К вечеру пришел Трофим. Вошел без лишнего шума, снял кепку у порога, провел ладонью по волосам и долго вытирал сапоги, хотя грязи на них почти не было. От него пахло дымом, медом и холодным воздухом. Руки были темные, в трещинах, как старая кора. Он сел на край лавки, не глядя ни на Лидию, ни на Соню, и только тогда вытащил из кармана тяжелый ключ на красной нитке.
— Это тебе.
Ключ лег на стол и стукнул так, что Соня подняла голову от телефона.
— От чего он? — спросила Лидия.
— Аграфена велела отдать на сороковой день. Не раньше.
— Вы все такие разговорчивые стали только сейчас?
Трофим поднял глаза. Они были усталые, светлые, и в них не было ни обиды, ни оправдания. Только человек, которому дали чужую волю и велели донести без искажений.
— Оно как есть, Лида. Я свое не прибавлял.
— А если я не хочу брать?
— Все равно возьмешь.
Соня коротко усмехнулась.
— Сервис, конечно, впечатляет.
Лидия посмотрела на дочь так, что та замолчала, хотя поджала губы сильнее.
— От чего ключ? — повторила Лидия.
— От мучного сундука. Он в кладовке. Там не мука.
— И вы знаете, что там?
— Догадываюсь.
— Так скажите.
Трофим перевел взгляд на окно. За стеклом уже густел ранний вечер.
— Не мне это говорить.
Он встал почти сразу, будто и заходил лишь за тем, чтобы выполнить обещанное. У порога задержался.
— Она долго держалась за ваш дом. Дольше, чем могла.
Лидия ничего не ответила. Когда дверь закрылась, ключ все еще лежал на столе. Красная нитка на темном металле выглядела почти нарядно, и от этого становилось еще тяжелее. Слишком уж не по-деревенски красиво для простой вещи. Мать не любила лишнего. Значит, нитка была нужна не для красоты. Для памяти. Для отметки. Для того, чтобы Лидия не перепутала этот ключ ни с одним другим.
Ночью дом не принял ее сразу. Скрипнула кровать в бывшей комнате, шумнуло в трубе, где-то над потолком пробежала мышь. Соня уснула быстро, даже не закрыв плотно дверь. Молодость умеет не прислушиваться. Лидия так не умела. Она лежала и смотрела в темноту, где постепенно проступал привычный рисунок стены, край шкафа, тень от занавески. Вспоминалось всякое. Как мать зимой грела на печи варежки. Как резала хлеб тонко, почти прозрачно. Как хрустела пальцами перед трудным разговором. И как однажды, в тот самый вечер, даже не подняла голос, когда сказала то, что Лидия носила в себе почти три десятка лет.
Утром она пошла в кладовку одна.
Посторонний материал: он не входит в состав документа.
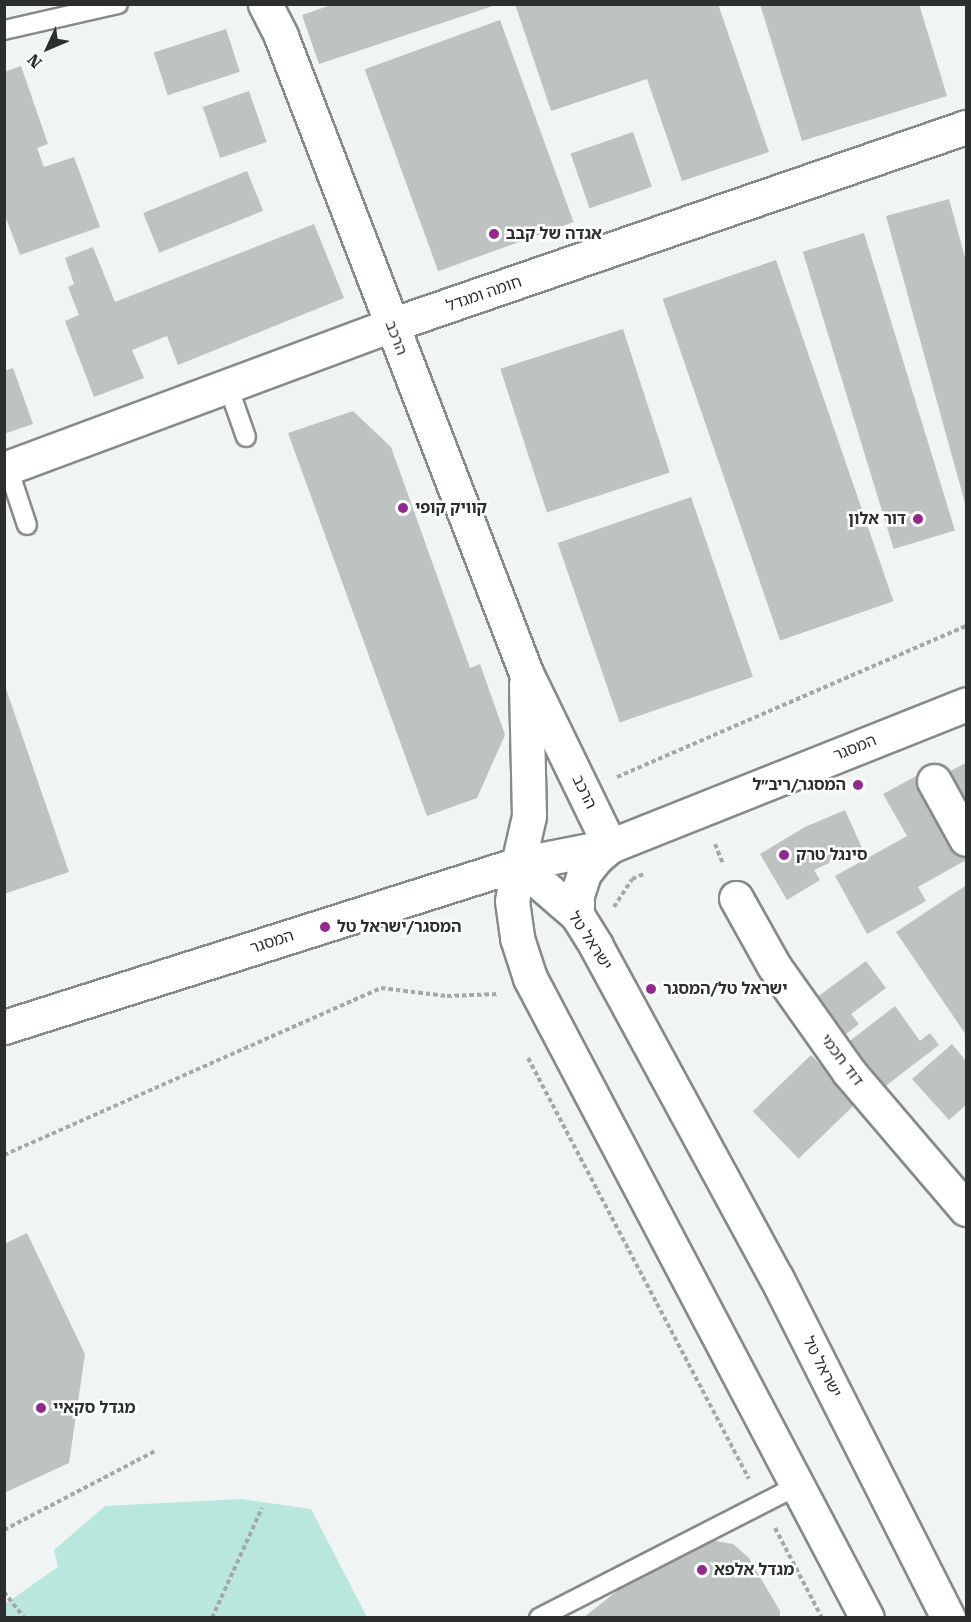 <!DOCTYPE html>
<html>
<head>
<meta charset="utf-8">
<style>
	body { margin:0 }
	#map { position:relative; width:971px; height:1622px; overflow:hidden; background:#f0f5f4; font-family:"Roboto Serif","Noto Sans Hebrew",serif }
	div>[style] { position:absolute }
	.green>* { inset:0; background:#b9e7dd }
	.building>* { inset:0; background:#bec3c2; transform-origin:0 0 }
	.path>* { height:4px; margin-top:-2px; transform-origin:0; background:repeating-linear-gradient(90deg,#a4a8a7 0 4.5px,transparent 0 7.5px) }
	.roads { filter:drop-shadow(2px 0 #868a89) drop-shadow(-2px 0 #868a89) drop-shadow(0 2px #868a89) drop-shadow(0 -2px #868a89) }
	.lane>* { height:18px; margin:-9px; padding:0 9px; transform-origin:9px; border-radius:9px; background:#fff }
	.street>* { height:33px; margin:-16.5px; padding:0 16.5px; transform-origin:16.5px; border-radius:16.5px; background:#fff }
	.secondary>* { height:33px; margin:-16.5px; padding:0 16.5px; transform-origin:16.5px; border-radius:16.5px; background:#fff }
	.dots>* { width:16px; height:16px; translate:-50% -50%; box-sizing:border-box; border:3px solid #fff; border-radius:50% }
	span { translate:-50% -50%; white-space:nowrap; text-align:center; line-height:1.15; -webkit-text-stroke:5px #fff; paint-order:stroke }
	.poi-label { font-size:16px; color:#2d2f2e; font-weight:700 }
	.left { translate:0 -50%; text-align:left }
	.right { translate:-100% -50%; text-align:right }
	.street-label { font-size:16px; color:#2d2f2e }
	.frame { position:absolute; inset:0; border:6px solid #2d2f2e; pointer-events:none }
	.north { position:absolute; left:18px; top:18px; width:60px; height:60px; -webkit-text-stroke:4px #fff; paint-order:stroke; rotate:226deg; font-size:16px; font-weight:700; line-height:24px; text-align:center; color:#2d2f2e }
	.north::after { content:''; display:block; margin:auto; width:21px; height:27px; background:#2d2f2e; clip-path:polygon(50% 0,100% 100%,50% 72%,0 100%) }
</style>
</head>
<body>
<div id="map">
	<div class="green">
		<i style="clip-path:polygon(241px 1499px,311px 1509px,367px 1617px,5px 1617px,5px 1604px,58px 1567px,54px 1550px,105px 1506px)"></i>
	</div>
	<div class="building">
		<i style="clip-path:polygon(334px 4px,496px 4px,496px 5px,319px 64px,302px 15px)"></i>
		<i style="clip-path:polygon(515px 4px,718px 4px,769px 152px,682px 181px,647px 79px,551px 111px)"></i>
		<i style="clip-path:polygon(760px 4px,919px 4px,947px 96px,802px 141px)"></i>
		<i style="left:500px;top:20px;width:215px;height:144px;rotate:70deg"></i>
		<i style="left:226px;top:29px;width:45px;height:76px;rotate:72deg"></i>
		<i style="clip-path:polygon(21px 66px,48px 144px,37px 148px,44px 167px,74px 157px,100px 227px,20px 255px,4px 213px,4px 72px)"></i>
		<i style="left:249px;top:91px;width:54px;height:49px;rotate:71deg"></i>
		<i style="left:633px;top:132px;width:58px;height:66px;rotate:71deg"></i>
		<i style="left:247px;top:171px;width:43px;height:112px;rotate:68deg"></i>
		<i style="clip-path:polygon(949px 199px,966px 261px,966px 507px,886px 216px)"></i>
		<i style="clip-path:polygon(314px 224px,344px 298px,178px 365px,167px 336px,132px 350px,144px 378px,94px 397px,65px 321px,79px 315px,68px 287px,74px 284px,65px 258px,93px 247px,115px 302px)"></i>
		<i style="left:864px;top:233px;width:311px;height:64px;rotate:73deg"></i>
		<i style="left:776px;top:260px;width:361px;height:120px;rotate:71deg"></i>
		<i style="left:623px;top:329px;width:151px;height:129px;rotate:72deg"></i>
		<i style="clip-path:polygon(13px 368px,33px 424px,4px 434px,4px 371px)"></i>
		<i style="clip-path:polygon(353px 411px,391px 447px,470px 668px,480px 664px,505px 735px,477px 798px,427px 816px,288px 433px)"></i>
		<i style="left:691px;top:497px;width:190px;height:141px;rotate:71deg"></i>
		<i style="clip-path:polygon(4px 683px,69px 872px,4px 894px)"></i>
		<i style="clip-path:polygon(966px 763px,966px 803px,950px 771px)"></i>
		<i style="clip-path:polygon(918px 775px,966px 860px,918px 887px,926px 901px,867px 934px,835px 876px,907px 836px,883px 794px)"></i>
		<i style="clip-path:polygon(845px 810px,862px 848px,814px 870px,820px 880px,787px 900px,760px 854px,805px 827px)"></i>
		<i style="clip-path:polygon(965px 886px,966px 888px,966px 1035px,896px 932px)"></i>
		<i style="clip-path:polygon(866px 961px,886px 988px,851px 1014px,859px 1024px,837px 1041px,809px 1003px)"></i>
		<i style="clip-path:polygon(895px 1006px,920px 1041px,930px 1033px,939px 1045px,883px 1088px,842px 1047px)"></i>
		<i style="clip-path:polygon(952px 1044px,966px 1061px,966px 1105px,949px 1120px,912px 1079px)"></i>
		<i style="left:811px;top:1055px;width:66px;height:81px;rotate:46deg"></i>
		<i style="clip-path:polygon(27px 1233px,85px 1354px,69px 1463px,4px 1493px,4px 1244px)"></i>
		<i style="clip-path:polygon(711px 1540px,733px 1544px,749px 1558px,780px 1611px,780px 1618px,583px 1618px,627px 1583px,680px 1551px,697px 1542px)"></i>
	</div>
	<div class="path">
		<i style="left:617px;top:777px;width:380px;rotate:-23.4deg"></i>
		<i style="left:715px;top:844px;width:22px;rotate:68deg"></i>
		<i style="left:614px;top:907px;width:33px;rotate:-57deg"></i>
		<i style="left:632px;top:879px;width:13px;rotate:-23deg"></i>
		<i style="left:528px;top:1058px;width:475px;rotate:62.3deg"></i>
		<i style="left:4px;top:1155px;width:412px;rotate:-23.9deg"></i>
		<i style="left:381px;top:988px;width:66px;rotate:6.9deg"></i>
		<i style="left:447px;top:996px;width:52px;rotate:-2.2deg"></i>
		<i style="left:775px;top:1528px;width:102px;rotate:62.4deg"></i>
		<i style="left:4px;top:1530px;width:170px;rotate:-27.6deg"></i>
		<i style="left:4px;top:1592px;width:33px;rotate:52deg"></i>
		<i style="left:212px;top:1618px;width:121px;rotate:-65.6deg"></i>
	</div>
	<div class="roads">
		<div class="lane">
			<i style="left:4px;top:30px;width:117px;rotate:-12.8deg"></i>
			<i style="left:228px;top:386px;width:54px;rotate:70.6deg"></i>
			<i style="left:8px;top:468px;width:60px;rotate:71.6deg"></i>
			<i style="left:539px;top:1618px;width:290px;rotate:-27.1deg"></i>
		</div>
		<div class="street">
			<i style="left:265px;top:4px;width:36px;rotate:63deg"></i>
			<i style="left:281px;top:36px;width:682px;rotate:68.96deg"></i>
			<i style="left:526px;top:673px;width:192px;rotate:64.1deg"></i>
			<i style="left:4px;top:469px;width:413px;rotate:-20.4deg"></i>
			<i style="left:391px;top:325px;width:608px;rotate:-19deg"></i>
			<i style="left:934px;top:781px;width:66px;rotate:61.1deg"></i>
			<i style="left:518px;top:864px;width:49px;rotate:-77.1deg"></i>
			<i style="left:529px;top:816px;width:132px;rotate:-91.3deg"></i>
			<i style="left:736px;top:898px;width:78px;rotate:60.8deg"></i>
			<i style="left:774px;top:966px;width:130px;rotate:54.7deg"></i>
			<i style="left:849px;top:1072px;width:180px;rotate:49.5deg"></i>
		</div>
		<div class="secondary">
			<i style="left:518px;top:864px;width:78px;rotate:40.8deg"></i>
			<i style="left:577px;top:915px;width:36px;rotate:58deg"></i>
			<i style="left:596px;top:946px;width:377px;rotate:61.5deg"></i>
			<i style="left:776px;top:1277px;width:382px;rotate:63.2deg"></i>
			<i style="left:518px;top:864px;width:37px;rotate:99deg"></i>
			<i style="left:512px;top:901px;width:37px;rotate:82deg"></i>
			<i style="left:517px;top:938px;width:42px;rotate:72deg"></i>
			<i style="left:530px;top:978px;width:723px;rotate:62.23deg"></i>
			<i style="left:577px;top:915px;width:20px;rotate:-90deg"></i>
			<i style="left:577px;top:895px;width:23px;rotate:-72deg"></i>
			<i style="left:584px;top:873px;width:19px;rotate:-51deg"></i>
			<i style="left:596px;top:858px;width:18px;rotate:-41deg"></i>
			<i style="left:4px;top:1027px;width:539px;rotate:-17.59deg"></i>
			<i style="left:518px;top:864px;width:94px;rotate:-11.1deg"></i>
			<i style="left:610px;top:846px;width:383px;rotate:-21.7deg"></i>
		</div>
	</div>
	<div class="dots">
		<i style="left:494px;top:234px;background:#92298d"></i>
		<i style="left:403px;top:508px;background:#92298d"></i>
		<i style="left:918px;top:519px;background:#92298d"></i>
		<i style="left:858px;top:785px;background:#92298d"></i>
		<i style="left:784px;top:855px;background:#92298d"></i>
		<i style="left:325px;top:927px;background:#92298d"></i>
		<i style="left:651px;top:989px;background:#92298d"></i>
		<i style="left:41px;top:1408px;background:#92298d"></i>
		<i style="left:702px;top:1570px;background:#92298d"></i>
	</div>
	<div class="poi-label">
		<span class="left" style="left:506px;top:234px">אגדה של קבב</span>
		<span class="left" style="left:415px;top:508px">קוויק קופי</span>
		<span class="right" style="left:906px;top:519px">דור אלון</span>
		<span class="right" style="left:846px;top:785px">המסגר/ריב״ל</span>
		<span class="left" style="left:796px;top:855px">סינגל טרק</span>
		<span class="left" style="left:337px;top:927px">המסגר/ישראל טל</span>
		<span class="left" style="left:663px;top:989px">ישראל טל/המסגר</span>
		<span class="left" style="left:53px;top:1408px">מגדל סקאיי</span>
		<span class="left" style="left:714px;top:1570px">מגדל אלפא</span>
	</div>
	<div class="street-label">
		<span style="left:484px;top:294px;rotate:-19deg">חומה ומגדל</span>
		<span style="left:396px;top:338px;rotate:69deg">הרכב</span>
		<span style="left:855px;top:748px;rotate:-22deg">המסגר</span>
		<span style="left:584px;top:792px;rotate:64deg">הרכב</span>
		<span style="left:590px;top:941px;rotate:57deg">ישראל טל</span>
		<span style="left:272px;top:942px;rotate:-18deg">המסגר</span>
		<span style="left:842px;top:1060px;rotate:53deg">דוד חכמי</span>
		<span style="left:822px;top:1367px;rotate:63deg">ישראל טל</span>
	</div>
	<div class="frame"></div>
	<div class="north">N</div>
</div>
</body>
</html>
Воздух там был сухой, мучной, с примесью лаванды, которую мать перекладывала в тряпичные мешочки от моли. Сундук стоял в углу под полкой, тяжелый, темный, с металлическими углами. Лидия вставила ключ. Сердце не сбилось, нет. Просто что-то под ключицей стало плотнее, теснее. Крышка открылась не сразу, будто дерево тоже решало, пускать ли ее. Внутри лежали связки писем, перевязанные простой тесьмой, старое полотенце и маленький узелок с фотографиями.
Сверху был конверт без марки. Только два слова: Лиде. Рукой матери.
Соня вошла тихо, но Лидия все равно вздрогнула от шороха.
— Нашла?
— Да.
— Можно мне?
— Нет.
Ответ вышел слишком резким. Соня прислонилась к косяку и ничего не сказала, только прикусила щеку. Лидия знала: это уже не раздражение, это задетая гордость. И все же она не могла делить этот миг ни с кем. Даже с дочерью. Даже с собой теперешней, разумной, взрослой. В такие минуты из человека встает та девочка, которой однажды показали дверь.
Она развернула первое письмо.
Лида, если ты когда-нибудь это читаешь, значит, я уже не смогу перебить тебя на полуслове. И, может быть, это к лучшему. Мы с тобой всегда говорили не туда. Ты нараспашку, я через зубы. Ты сердцем, я порядком. А правда в том, что я боялась.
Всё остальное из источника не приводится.